## Problem to work on
Compute how many lines in the records below contain the string "Todo" and give that number without other output.

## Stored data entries
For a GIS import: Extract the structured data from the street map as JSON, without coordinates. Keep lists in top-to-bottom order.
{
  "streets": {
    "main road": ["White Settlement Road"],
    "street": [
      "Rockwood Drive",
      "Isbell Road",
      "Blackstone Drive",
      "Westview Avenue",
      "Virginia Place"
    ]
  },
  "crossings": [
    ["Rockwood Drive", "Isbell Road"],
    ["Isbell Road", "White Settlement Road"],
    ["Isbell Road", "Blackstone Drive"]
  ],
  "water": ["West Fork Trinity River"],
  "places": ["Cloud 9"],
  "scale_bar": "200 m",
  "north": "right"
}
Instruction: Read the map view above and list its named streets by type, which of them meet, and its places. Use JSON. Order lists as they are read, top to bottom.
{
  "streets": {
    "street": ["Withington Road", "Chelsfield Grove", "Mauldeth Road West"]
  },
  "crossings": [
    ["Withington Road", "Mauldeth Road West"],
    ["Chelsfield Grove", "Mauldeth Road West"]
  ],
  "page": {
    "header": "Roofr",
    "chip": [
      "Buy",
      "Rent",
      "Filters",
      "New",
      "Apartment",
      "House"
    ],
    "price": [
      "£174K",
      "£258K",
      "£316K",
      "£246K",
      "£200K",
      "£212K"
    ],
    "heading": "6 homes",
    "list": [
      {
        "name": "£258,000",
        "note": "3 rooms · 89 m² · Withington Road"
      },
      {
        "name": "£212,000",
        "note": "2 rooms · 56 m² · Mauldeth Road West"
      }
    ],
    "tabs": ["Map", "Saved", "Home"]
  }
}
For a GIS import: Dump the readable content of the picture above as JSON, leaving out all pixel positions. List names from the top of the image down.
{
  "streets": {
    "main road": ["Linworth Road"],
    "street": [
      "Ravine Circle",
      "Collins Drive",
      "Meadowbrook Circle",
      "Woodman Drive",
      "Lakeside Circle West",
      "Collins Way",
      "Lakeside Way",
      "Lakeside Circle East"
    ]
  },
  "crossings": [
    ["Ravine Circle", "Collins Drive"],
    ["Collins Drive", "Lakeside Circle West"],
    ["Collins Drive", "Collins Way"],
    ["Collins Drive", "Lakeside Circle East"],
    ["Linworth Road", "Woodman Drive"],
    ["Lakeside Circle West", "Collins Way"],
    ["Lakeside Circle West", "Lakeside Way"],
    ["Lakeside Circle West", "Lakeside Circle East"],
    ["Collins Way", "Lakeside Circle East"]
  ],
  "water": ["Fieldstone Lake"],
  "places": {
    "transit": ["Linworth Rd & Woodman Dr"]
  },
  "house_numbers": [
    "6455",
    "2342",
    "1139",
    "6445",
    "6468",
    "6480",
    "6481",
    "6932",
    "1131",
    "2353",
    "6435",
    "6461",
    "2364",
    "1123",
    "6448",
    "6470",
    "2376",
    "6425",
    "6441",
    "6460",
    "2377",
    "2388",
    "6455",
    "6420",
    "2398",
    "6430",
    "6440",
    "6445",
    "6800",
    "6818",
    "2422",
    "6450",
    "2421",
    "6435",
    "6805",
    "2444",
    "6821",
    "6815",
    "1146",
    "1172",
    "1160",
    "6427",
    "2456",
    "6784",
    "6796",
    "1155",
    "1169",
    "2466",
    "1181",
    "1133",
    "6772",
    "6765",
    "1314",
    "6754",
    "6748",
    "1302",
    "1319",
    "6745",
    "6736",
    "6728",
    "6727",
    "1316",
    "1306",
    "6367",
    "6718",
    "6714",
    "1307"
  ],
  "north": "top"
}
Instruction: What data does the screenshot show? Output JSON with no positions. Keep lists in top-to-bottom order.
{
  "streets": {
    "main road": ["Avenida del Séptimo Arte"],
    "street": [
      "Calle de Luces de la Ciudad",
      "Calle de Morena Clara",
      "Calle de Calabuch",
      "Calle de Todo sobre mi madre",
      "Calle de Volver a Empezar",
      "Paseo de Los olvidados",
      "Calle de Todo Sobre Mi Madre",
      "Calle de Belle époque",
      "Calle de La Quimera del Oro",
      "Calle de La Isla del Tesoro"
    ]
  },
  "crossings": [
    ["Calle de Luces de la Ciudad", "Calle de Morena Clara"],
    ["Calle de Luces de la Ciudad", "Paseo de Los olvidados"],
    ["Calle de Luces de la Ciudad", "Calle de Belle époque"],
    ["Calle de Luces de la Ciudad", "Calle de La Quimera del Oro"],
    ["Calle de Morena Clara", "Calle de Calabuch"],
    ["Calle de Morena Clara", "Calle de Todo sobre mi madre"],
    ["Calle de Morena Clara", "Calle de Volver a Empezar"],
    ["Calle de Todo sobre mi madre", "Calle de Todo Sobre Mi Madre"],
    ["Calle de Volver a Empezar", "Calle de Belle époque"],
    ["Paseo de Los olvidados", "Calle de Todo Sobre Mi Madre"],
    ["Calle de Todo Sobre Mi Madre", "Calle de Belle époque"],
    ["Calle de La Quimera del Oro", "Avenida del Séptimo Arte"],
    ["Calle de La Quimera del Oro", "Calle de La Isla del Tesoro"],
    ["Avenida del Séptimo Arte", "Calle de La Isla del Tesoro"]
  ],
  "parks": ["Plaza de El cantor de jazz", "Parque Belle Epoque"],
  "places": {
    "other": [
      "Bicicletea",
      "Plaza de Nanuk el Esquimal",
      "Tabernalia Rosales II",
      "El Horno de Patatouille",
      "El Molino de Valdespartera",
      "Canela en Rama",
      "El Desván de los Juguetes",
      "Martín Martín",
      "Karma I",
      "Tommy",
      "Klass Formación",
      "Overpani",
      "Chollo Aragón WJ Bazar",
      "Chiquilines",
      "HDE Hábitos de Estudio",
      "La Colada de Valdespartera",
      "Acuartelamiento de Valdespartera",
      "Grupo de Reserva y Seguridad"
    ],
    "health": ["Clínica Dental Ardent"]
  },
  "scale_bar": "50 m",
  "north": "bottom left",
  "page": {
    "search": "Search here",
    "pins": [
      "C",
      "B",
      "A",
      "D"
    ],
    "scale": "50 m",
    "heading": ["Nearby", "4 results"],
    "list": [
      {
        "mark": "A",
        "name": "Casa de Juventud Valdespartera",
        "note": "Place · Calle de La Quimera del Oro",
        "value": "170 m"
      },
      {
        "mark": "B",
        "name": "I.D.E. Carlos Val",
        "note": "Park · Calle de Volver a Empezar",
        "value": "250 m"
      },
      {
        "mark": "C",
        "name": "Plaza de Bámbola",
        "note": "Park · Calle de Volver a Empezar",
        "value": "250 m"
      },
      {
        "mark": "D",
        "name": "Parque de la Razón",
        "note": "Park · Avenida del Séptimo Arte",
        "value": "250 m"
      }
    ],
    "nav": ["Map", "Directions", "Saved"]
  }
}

## Task result
6